To carry on a war for the overthrow of the international bourgeoisie, a war which is a hundred times more difficult, protracted and complex than the most stubborn of ordinary wars between states, and to renounce in advance any change of tack, or any utilisation of a conflict of interests (even if temporary) among one’s enemies, or any conciliation or compromise with possible allies (even if they are temporary, unstable, vacillating or conditional allies) — is that not ridiculous in the extreme? Is it not like making a difficult ascent of an unexplored and hitherto inaccessible mountain and refusing in advance ever to move in zigzags, ever to retrace one’s steps, or ever to abandon a course once selected, and to try others?’
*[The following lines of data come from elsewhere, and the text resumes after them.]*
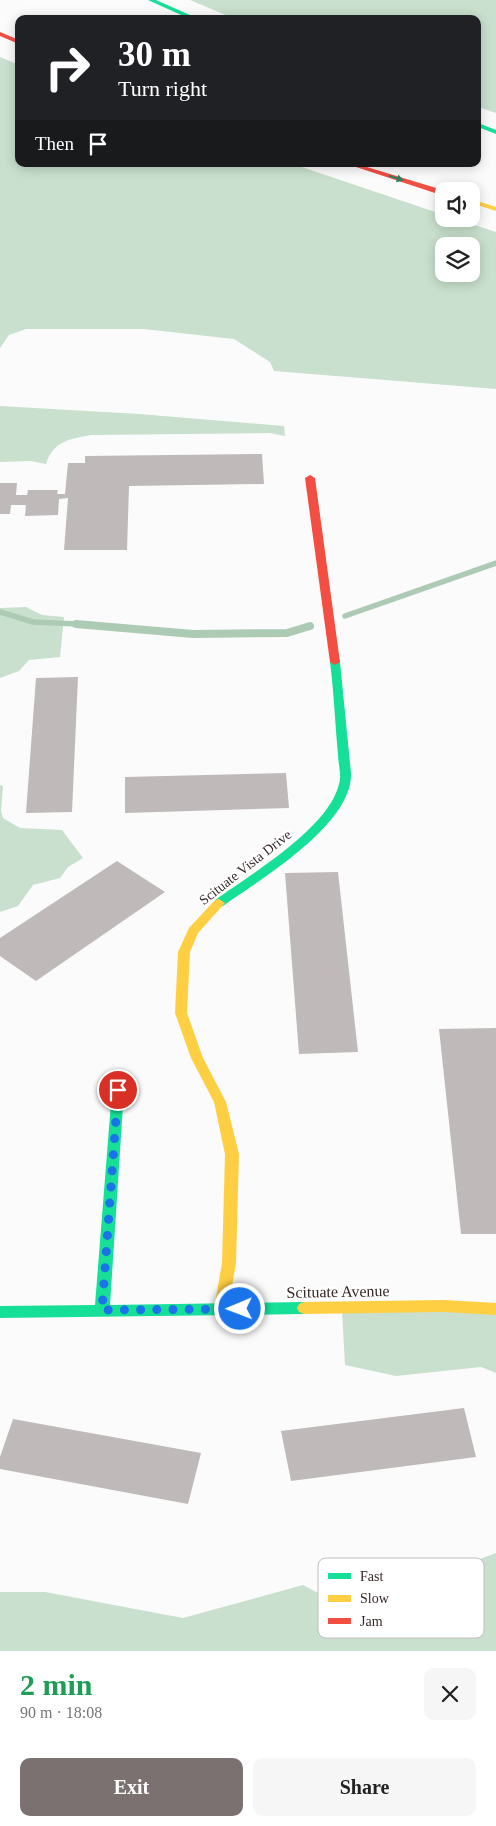 <!DOCTYPE html>
<html lang="en">
<head>
<meta charset="utf-8">
<style>
  :root { --surface:#fff; --page:#f6f6f6; --text:#222; --muted:#767676; --accent:#7c7171 }
  body { margin:0; font-family:Georgia,serif; background:var(--page); color:var(--text); height:100vh; display:flex; flex-direction:column; font-size:19px; white-space:nowrap }
  * { box-sizing:border-box; margin:0 }
  p { font-size:16px; color:var(--muted) }
  .icon { flex:none; width:28px; height:28px; fill:none; stroke:currentColor; stroke-width:2; stroke-linecap:round; stroke-linejoin:round }
  .map { position:relative; height:1651px; overflow:hidden }
  .sheet { display:flex; flex-direction:column; background:var(--surface); flex:1 }
  .sheet>* { flex:none }
  .guide { position:absolute; left:15px; top:15px; width:466px; height:152px; border-radius:10px; box-shadow:0 2px 12px #0003; background:#202124; color:#fff; overflow:hidden }
  .controls { position:absolute; left:435px; top:182px; display:grid; gap:10px }
  .controls a { display:grid; place-items:center; width:45px; height:45px; border-radius:10px; background:var(--surface); box-shadow:0 2px 12px #0003; font-size:25px }
  .pin { position:absolute; display:grid; place-items:center; width:42px; height:42px; color:#fff; margin:-21px; border:2px solid #fff; border-radius:50%; box-shadow:0 1px 5px #0007 }
  .me { position:absolute; width:55px; margin:-28px; rotate:269deg; stroke-linejoin:round; filter:drop-shadow(0 0 4px #0008) }
  .turn { display:flex; align-items:center; gap:18px; height:105px; padding:0 20px; font-size:22px }
  .turn .icon { width:65px; height:65px; stroke-width:2.5 }
  .turn b { display:block; font-size:35px; line-height:42px }
  .then { display:flex; align-items:center; height:48px; padding:0 20px; background:#0003; gap:10px; font-size:19px }
  .round { display:grid; place-items:center; flex:none; width:52px; height:52px; border-radius:10px; background:var(--page) }
  .overview { display:flex; align-items:center; justify-content:space-between; height:85px; padding:0 20px }
  h1 { font-size:30px; font-weight:700; line-height:38px; color:#1e9e55 }
  .cta { display:flex; gap:10px; margin-top:auto; padding:10px 20px }
  .cta a { flex:1; height:58px; border-radius:10px; background:var(--accent); color:#fff; font-size:20px; font-weight:700; line-height:58px; text-align:center }
  .cta a+a { background:var(--page); color:var(--text) }
  .map>svg:first-child { display:block }
  .forest { fill:#c8e0cd; fill-rule:evenodd }
  .lines { fill:none; stroke-linecap:round; stroke-linejoin:round }
  .stream-far1 { stroke:#adcbb4; stroke-width:5.5 }
  .stream { stroke:#adcbb4; stroke-width:8 }
  .building { fill:#c0b9b9 }
  .fast { fill:#16e098; fill-rule:evenodd }
  .slow { fill:#ffcf43; fill-rule:evenodd }
  .jam { fill:#f24e42; fill-rule:evenodd }
  .oneway { fill:#268460 }
  .route { stroke:#1a73e8; stroke-width:9; stroke-dasharray:0 16.2 }
  .labels { text-anchor:middle; stroke-width:5; stroke-linejoin:round; paint-order:stroke }
  .street-label { font-size:14px; fill:#372727; stroke:#fff }
  .near-street-label { font-size:16px; fill:#372727; stroke:#fff }
  .key { fill:#fff; stroke:#c3bebe; stroke-width:1 }
  .key-label { font-size:14px; fill:#372727 }
</style>
</head>
<body>
<div class="map">
<svg width="496" height="1651" viewBox="0 0 496 1651">
  <rect width="100%" height="100%" fill="#fbfbfb"/>
  <g class="forest">
    <polygon points="190,0 496,0 496,113 478,107 478,19 235,19"/>
    <path d="M0,57L19,65V164H293L444,215V219H456L496,232V389L274,371L270,362L234,339L144,329H26L9,335L0,348ZM444,246H471V274H444Z"/>
    <path d="M0,406L139,414L284,426L285,436L270,433L91,435C70,439 53,441 46,464L31,461L0,462Z"/>
    <polygon points="26,607 42,615 64,617 60,657 29,660 19,671 0,678 0,608"/>
    <polygon points="0,785 3,786 1,811 3,818 20,828 62,830 83,858 68,867 60,878 33,885 18,906 0,912"/>
    <polygon points="342,1311 496,1312 496,1373 481,1367 396,1376 345,1365"/>
    <polygon points="496,1553 496,1651 0,1651 0,1592 45,1592 183,1618 303,1585 345,1607 407,1605 453,1595 469,1563"/>
  </g>
  <g class="lines">
    <g class="stream-far1">
      <polyline points="0,612 33,622 100,625"/>
      <polyline points="345,616 496,563"/>
    </g>
    <polyline class="stream" points="76,624 193,634 287,633 310,626"/>
  </g>
  <g class="building">
    <polygon points="262,454 264,484 129,486 127,550 64,550 68,498 59,499 58,515 25,516 26,505 11,505 10,514 0,514 0,483 17,483 16,495 27,495 28,490 58,490 57,494 65,494 68,463 85,463 85,456"/>
    <polygon points="78,677 72,812 26,813 36,678"/>
    <polygon points="286,773 289,808 125,813 125,777"/>
    <polygon points="117,861 165,892 36,981 0,956 0,938"/>
    <polygon points="338,872 358,1052 299,1054 285,873"/>
    <polygon points="496,1028 496,1234 461,1234 439,1029"/>
    <polygon points="464,1408 476,1457 291,1481 281,1431"/>
    <polygon points="13,1419 201,1453 188,1504 0,1469 0,1457"/>
  </g>
  <g class="lines">
    <g class="fast">
      <polygon points="148,0 156,0 199,19 190,19"/>
      <polygon points="478,123 496,130 496,134 478,127"/>
      <path d="M335,659L340,662L351,773C353,824 261,879 223,906H215L213,903L215,900C250,875 329,828 339,784C342,775 338,764 338,754C335,723 334,693 330,662Z"/>
      <polygon points="118,1085 123,1087 124,1090 110,1305 304,1302 309,1304 311,1308 309,1312 304,1314 0,1318 0,1306 95,1305 112,1090 113,1087"/>
    </g>
    <g class="slow">
      <polygon points="471,199 496,207 496,211 471,203"/>
      <polygon points="219,899 225,903 198,933 190,952 187,1013 203,1058 226,1102 239,1154 236,1263 228,1309 226,1313 221,1315 216,1313 214,1309 222,1263 225,1154 214,1102 191,1058 175,1013 178,952 189,928 215,900"/>
      <polygon points="444,1300 496,1303 496,1315 444,1312 304,1314 299,1312 297,1308 299,1304 304,1302"/>
    </g>
    <g class="jam">
      <polygon points="0,32 19,40 19,44 0,36"/>
      <polygon points="347,164 357,164 446,191 444,191 444,195 441,195"/>
      <polygon points="310,475 315,478 340,662 335,665 330,662 305,478"/>
    </g>
  </g>
  <defs><path id="oneway-solid" d="M-6-.8H1V-3.2L6.5 0L1 3.2V.8H-6Z" transform="scale(1.25)"/></defs>
  <use class="oneway" href="#oneway-solid" transform="translate(396 178) rotate(17)"/>
  <g class="lines">
    <polyline class="route" points="118,1090 102,1310 240,1309"/>
  </g>
  <g class="labels">
    <g class="street-label">
      <text transform="translate(245 867) rotate(-38)" y="5">Scituate Vista Drive</text>
    </g>
    <g class="near-street-label">
      <text transform="translate(338 1291) rotate(-1)" y="6">Scituate Avenue</text>
    </g>
  </g>
  <rect x="318" y="1558" width="166" height="80" rx="8" class="key"/>
  <rect x="328" y="1573" width="23" height="6" fill="#16e098"/>
  <rect x="328" y="1595" width="23" height="7" fill="#ffcf43"/>
  <rect x="328" y="1618" width="23" height="6" fill="#f24e42"/>
  <g class="key-label">
    <text x="360" y="1581">Fast</text>
    <text x="360" y="1603">Slow</text>
    <text x="360" y="1626">Jam</text>
  </g>
</svg>
<div class="controls">
<a><svg class="icon" aria-label="sound" viewBox="0 0 24 24"><path d="M4 9h4l5-4v14l-5-4H4zM17 9q2 3 0 6"/></svg></a>
<a><svg class="icon" aria-label="layers" viewBox="0 0 24 24"><path d="M12 4l9 5-9 5-9-5zM3 14l9 5 9-5"/></svg></a>
</div>
<div class="pin" style="left:118px;top:1090px;background:#d93025"><svg class="icon" aria-label="arrive" viewBox="0 0 24 24"><path d="M6 21V4h12l-3 4 3 4H6"/></svg></div>
<svg class="me" style="left:240px;top:1309px" viewBox="-20 -20 40 40"><circle r="17" fill="#1a73e8" stroke="#fff" stroke-width="3"/><path d="M0-11L8 9 0 5-8 9z" fill="#fff"/></svg>
<div class="guide">
<div class="turn"><svg class="icon" aria-label="right" viewBox="0 0 24 24"><path d="M7 20v-9h11M14 6l5 5-5 5"/></svg><div><b>30 m</b>Turn right</div></div>
<div class="then">Then<svg class="icon" aria-label="arrive" viewBox="0 0 24 24"><path d="M6 21V4h12l-3 4 3 4H6"/></svg></div>
</div>
</div>
<section class="sheet">
<div class="overview"><div><h1>2 min</h1><p>90 m · 18:08</p></div><a class="round"><svg class="icon" aria-label="close" viewBox="0 0 24 24"><path d="M6 6l12 12M18 6L6 18"/></svg></a></div>
<div class="cta"><a>Exit</a><a>Share</a></div>
</section>
</body>
</html>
For my part, I do condemn Bolshevism. The point here is not whether Bolshevism is good. I quote Lenin extensively because he was a guy who knew how to win. This is something we can learn from him.

8. It’s worth it

Look, I get it. There’s a queue around the block and you’re going to have to stand in it for an hour, in November weather, with a stars-and-stripes-clad Qanon disciple mouthbreathing on the back of your neck at six inches’ range, occasionally doubling over to clear their lungs of the Media Hoax they’ve caught at a barbecue. And for all that, your individual vote almost certainly won’t change anything. Political scientists call it “Downs Paradox”.

I maintain the “almost” is key here. You have a tiny chance of making a huge difference. And it is a huge difference, which could impact you without you even knowing. It’s a difference which, however extreme or however subtle, lasts for at least the next four years and spans across a nation of 328,000,000 people. Politics doesn’t start and end with voting, but a shrewd strategist will not abstain from it.
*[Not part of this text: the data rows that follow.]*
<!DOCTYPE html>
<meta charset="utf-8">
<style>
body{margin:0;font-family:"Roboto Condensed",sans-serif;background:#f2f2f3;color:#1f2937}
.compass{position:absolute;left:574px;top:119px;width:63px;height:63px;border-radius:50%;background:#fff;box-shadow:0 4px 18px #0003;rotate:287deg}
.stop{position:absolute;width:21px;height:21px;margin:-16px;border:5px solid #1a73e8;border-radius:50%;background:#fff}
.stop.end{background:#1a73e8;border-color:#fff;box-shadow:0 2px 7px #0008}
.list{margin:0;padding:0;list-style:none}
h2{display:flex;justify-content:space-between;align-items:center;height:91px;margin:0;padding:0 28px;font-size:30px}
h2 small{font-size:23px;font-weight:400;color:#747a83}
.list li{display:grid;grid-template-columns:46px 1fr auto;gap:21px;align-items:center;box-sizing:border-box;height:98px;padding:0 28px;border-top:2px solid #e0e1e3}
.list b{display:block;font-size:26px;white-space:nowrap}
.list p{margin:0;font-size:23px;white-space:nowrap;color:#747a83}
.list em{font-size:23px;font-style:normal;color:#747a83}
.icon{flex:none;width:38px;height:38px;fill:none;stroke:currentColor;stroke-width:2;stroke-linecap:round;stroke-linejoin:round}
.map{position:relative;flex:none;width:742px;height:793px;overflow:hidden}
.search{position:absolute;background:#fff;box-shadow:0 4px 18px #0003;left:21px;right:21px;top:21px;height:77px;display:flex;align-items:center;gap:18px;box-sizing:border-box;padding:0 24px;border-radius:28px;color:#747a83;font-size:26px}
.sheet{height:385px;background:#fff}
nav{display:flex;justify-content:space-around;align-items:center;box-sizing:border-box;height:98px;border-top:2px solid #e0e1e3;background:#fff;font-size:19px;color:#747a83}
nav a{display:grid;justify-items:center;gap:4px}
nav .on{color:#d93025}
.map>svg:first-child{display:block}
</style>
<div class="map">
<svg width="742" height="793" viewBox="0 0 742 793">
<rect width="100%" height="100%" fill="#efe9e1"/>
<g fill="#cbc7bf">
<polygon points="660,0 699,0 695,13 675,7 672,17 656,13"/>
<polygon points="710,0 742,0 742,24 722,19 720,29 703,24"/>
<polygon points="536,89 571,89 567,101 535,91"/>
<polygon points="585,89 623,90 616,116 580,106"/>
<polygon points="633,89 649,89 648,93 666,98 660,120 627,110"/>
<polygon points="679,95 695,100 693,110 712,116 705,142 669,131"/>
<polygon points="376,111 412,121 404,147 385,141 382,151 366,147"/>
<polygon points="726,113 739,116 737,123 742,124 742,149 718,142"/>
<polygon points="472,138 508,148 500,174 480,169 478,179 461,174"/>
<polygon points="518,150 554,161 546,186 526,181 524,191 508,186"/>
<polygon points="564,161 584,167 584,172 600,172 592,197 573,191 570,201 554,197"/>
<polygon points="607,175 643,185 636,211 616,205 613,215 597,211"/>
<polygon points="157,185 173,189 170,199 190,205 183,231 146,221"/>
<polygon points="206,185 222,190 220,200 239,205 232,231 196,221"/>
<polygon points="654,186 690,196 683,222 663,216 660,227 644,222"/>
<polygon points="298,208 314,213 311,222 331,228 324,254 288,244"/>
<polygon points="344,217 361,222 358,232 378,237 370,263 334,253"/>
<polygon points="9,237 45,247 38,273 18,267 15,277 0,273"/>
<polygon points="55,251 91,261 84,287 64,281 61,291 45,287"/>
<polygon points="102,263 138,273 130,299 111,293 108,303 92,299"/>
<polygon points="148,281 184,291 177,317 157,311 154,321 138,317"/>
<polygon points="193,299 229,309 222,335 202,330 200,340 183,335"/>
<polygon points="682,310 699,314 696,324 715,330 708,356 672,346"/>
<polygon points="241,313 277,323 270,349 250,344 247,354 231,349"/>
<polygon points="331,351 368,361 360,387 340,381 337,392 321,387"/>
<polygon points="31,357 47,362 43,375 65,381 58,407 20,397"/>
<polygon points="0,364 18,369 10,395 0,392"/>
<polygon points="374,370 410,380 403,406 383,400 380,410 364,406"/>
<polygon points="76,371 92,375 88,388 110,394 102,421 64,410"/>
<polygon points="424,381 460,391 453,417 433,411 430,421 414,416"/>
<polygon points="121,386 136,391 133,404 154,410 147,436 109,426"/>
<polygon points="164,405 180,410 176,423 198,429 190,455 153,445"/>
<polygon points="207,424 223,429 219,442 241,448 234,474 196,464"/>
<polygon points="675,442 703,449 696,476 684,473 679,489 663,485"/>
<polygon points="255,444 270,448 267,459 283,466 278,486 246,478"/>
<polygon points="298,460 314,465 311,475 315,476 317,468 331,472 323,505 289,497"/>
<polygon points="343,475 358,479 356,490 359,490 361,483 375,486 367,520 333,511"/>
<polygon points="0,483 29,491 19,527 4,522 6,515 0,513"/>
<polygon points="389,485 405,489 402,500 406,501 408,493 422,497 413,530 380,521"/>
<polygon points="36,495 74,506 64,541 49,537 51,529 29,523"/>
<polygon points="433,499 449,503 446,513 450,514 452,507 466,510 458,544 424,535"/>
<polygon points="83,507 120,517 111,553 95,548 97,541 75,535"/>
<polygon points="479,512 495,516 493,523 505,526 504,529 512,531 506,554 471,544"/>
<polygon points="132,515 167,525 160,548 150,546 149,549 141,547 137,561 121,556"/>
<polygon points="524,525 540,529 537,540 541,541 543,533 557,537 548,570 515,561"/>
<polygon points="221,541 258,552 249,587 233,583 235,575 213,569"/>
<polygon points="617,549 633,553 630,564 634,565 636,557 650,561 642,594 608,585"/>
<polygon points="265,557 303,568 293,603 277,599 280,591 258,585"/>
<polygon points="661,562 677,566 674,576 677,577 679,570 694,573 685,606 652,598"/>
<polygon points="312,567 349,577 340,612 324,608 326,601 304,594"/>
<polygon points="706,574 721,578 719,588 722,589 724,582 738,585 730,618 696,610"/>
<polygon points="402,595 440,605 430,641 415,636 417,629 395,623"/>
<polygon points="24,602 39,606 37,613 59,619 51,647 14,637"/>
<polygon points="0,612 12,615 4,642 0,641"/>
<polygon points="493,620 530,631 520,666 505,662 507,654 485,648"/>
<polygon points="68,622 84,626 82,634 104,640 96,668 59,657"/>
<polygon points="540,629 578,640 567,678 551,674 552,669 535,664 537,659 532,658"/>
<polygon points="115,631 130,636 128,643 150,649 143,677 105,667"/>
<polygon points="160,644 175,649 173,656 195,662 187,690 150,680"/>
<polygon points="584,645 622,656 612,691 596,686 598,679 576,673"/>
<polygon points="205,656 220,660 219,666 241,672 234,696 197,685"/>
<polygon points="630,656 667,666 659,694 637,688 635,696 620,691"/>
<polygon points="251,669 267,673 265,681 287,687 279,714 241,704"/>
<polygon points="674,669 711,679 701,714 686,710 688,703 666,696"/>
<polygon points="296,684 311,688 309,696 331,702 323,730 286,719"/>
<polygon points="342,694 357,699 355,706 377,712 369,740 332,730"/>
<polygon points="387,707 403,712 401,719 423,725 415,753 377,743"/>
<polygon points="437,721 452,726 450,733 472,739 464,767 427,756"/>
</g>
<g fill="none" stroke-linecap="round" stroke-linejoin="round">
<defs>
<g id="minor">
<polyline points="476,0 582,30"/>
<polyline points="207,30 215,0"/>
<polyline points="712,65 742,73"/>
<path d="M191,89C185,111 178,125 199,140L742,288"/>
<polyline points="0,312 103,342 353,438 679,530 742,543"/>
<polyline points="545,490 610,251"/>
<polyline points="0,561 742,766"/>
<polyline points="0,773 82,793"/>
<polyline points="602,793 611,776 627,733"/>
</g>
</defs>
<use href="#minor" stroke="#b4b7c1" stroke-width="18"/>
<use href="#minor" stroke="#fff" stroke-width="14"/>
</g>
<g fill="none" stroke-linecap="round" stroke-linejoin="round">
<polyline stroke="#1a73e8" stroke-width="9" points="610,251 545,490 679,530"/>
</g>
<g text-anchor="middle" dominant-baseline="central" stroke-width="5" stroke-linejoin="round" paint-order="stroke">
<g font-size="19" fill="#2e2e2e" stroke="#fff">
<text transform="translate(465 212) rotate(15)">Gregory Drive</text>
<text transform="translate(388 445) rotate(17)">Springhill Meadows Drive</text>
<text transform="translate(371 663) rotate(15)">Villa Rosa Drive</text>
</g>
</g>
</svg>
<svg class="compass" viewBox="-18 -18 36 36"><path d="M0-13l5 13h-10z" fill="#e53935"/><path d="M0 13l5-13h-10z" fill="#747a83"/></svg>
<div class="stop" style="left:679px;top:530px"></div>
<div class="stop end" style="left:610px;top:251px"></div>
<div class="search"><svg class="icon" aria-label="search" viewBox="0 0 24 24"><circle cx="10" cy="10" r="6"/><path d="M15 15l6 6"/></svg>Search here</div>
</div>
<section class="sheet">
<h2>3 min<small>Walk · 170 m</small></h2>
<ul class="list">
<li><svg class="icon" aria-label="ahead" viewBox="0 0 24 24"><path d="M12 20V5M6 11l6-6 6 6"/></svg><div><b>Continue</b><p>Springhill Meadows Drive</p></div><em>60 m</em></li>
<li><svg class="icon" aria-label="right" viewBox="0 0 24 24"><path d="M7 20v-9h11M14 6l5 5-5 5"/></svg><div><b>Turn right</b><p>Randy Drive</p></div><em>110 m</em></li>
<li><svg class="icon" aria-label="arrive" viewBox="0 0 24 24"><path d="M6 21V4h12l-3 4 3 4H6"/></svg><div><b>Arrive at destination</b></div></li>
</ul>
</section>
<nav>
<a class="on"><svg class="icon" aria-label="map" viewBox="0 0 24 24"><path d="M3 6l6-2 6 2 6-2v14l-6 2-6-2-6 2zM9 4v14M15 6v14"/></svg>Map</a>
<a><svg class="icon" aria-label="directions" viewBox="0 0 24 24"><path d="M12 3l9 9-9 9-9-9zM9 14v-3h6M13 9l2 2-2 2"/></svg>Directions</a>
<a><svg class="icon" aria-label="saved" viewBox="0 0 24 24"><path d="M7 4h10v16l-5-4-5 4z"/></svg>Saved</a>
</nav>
Engels counts the benefits on one hand:

[…] if universal suffrage had offered no other advantage than that it allowed us to count our numbers every three years; that by the regularly established, unexpectedly rapid rise in the number of votes it increased in equal measure the workers’ certainty of victory and the dismay of their opponents, and so became our best means of propaganda; that it accurately informed us concerning our own strength and that of all hostile parties, and thereby provided us with a measure of proportion for our actions second to none, safeguarding us from untimely timidity as much as from untimely foolhardiness — if this had been the only advantage we gained from the suffrage, then it would still have been more than enough.

Maybe you’re not persuaded. If you had a gun to your head, who would you vote for? Because a lot of people — protestors, black and Jewish people confronted by white supremacist groups, everybody who suffers from either a nuclearised Iran or a war with said country, everyone highly vulnerable to COVID-19 — have a gun to their head.

In 2016, following Trump’s last (or should I merely say “first”?) victory, David Mitchell wrote:

Trump’s win hit me in several ways. First, it denied me his defeat scene. I wanted to see that. His character seemed designed expressly for that sort of comeuppance, as surely as the diner redneck in Superman II.

Visualise Trump’s face. His defeat is the moment he was born for. If you can’t vote for the revolution, vote for that.